Traduction par Mme Ch..
Texte établi par C. Gosselin,  (Tome Troisièmep. 158-181).

CHAPITRE VIII.

Si ! m’ingannai : scerner dovea, che in petto di
un traditor mai solo un tradimento non entra.

Alfieri.

Le cruel, hélas ! il me quitte ;
Il me laisse sans nul appui.
Berquin.


— Don Lope, au nom du Ciel, disait Roque, je vous conjure encore une fois de réfléchir de nouveau avant que de mettre vos projets à exécution : mon cœur en est bien tourmenté.

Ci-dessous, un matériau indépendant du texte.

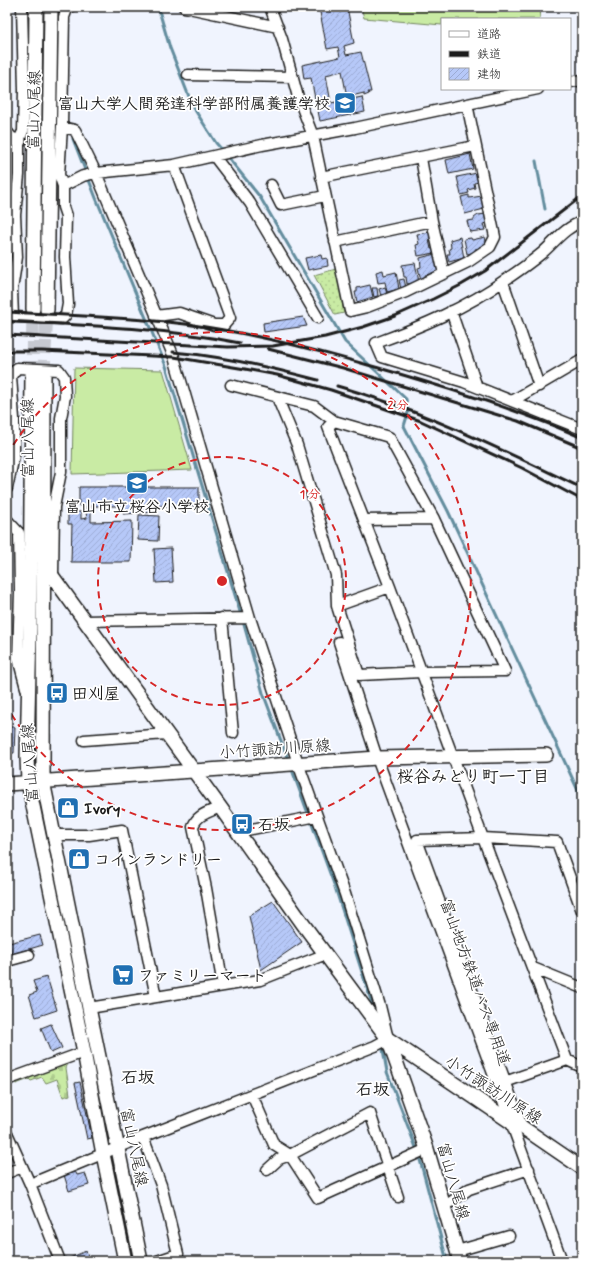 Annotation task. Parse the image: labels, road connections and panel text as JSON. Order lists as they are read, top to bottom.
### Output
{
  "streets": {
    "main road": ["富山八尾線", "小竹諏訪川原線"],
    "street": ["富山地方鉄道バス専用道"]
  },
  "crossings": [
    ["富山八尾線", "小竹諏訪川原線"],
    ["小竹諏訪川原線", "富山地方鉄道バス専用道"]
  ],
  "districts": ["桜谷みどり町一丁目", "石坂", "石坂"],
  "places": {
    "school or university": ["富山大学人間発達科学部附属養護学校", "富山市立桜谷小学校"],
    "bus stop": ["田刈屋", "石坂"],
    "shop": ["Ivory", "コインランドリー"],
    "supermarket": ["ファミリーマート"]
  },
  "legend": ["道路", "鉄道", "建物"],
  "rings": ["2 分", "1 分"]
} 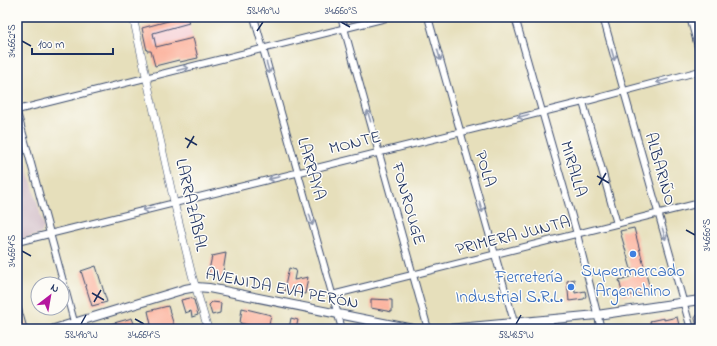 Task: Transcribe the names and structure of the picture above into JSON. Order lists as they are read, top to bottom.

— Ton cœur est un impertinent conseiller. Niais ! dis-moi si je puis prendre un autre parti ? — Veux-tu donc que la crainte de quelques suites me fasse abandonner un prix si glorieux au moment où je vais l’atteindre ? Lorsque les choses sont si avancées, puis-je renoncer à une alliance aussi honorable que celle de Leonor ? Non, par le Ciel, je ne le puis ni ne le veux. La prudence, les convenances et l’honneur me le défendent !

— Mais, sauf votre déplaisir, reprit Roque, il me semble que ce même honneur, auquel vous paraissez si attaché, ne peut pas vous forcer à livrer une malheureuse fille aux Maures infidèles : et quoique je convienne que votre position actuelle soit des plus embarrassantes, il me semble que l’on pourrait trouver moyen de se conduire envers Theodora d’une manière moins barbare.

— Non, Roque, c’est impossible ; nous n’avons plus le temps de réfléchir ; il faut agir, et agir à la hâte, car les momens sont précieux. — Pars, dépêche-toi de porter cette lettre à Theodora et de l’amener au lieu que je t’ai déjà indiqué. La nuit avance ; va vite et exécute fidèlement mes ordres. Ce parti est inévitable ; et quoiqu’il ait éveillé dans ton cœur un sot mouvement de crainte ou de pitié, je ne sais lequel des deux, toi-même tu seras bientôt réconcilié avec lui en sentant sa nécessité.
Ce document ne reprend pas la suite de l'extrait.